Dziki, lisy, psy, gołębie, a ostatnio kotek. To lista zwierząt, które już usiłowały przedostać się z wyspy Uznam na Wolin i odwrotnie.
Dyrektor Zarządu Dróg Miejskich w Świnoujściu Paweł Szynkaruk przyznaje, że przypadków wejścia zwierząt do tunelu już jest kilka, ale nie wszystkie dla zwierząt kończyły się dobrze.

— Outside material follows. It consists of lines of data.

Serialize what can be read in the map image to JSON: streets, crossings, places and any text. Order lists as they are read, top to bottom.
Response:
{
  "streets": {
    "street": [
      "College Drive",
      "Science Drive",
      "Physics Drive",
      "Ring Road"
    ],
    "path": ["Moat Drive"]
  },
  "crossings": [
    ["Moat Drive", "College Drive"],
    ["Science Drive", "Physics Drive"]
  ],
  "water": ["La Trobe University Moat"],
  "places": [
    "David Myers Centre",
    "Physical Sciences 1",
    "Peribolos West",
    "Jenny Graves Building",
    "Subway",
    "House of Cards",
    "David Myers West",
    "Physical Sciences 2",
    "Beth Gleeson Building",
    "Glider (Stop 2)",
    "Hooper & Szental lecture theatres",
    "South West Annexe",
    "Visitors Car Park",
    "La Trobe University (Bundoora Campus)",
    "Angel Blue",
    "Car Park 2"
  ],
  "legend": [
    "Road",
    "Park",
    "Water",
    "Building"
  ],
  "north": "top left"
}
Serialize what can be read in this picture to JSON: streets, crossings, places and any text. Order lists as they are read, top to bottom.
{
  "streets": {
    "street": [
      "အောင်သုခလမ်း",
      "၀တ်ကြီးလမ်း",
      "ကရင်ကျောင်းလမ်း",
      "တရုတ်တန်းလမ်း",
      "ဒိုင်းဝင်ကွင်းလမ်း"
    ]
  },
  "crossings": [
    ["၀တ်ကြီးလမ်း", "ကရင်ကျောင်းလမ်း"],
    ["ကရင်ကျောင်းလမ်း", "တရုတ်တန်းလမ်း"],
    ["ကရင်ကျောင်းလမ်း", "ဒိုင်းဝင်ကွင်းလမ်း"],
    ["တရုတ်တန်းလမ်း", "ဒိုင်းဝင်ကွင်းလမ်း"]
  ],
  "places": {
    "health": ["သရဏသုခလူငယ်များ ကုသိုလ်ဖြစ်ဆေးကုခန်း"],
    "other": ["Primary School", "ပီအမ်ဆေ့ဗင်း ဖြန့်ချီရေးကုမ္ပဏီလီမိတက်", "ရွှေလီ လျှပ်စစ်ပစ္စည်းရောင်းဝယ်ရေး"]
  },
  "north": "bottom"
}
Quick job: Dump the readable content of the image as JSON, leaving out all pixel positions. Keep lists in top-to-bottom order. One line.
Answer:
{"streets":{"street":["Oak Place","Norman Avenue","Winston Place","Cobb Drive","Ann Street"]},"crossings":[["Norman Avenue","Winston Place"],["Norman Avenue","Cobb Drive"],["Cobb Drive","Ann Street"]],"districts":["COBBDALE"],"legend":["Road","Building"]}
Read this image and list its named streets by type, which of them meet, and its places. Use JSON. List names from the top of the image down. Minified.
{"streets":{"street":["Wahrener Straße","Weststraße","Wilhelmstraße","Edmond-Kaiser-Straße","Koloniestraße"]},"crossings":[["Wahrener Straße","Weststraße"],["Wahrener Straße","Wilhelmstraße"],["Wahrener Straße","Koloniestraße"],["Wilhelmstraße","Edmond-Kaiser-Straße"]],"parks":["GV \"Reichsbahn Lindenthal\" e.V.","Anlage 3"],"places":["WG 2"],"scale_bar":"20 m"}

- Gołębie niestety tam wlatywały, co nie kończyło się dla nich dobrze. Mówię o wirnikach wentylatorów. Pierwszego czy drugiego dnia po otwarciu tunelu dziki podeszły w pobliże, na szczęście udało się je spłoszyć. Potem przy współdziałaniu z wydziałem infrastruktury i zieleni, został też zamontowany płot, co znacznie ograniczyło możliwość wejścia dzikich zwierząt. Czy od strony Uznamu, tych terenów leśnych, czy od strony Wolina. Są pojedyncze przypadki, jak pies, który to w nocy przeleciał czy gdzieś w pobliżu kręcący się raz czy drugi lis - mówi Szynkaruk.
Poza siatką przy terenach przyległych do drogi, na "wlocie" do tunelu zamontowano urządzenia odstraszające gołębie.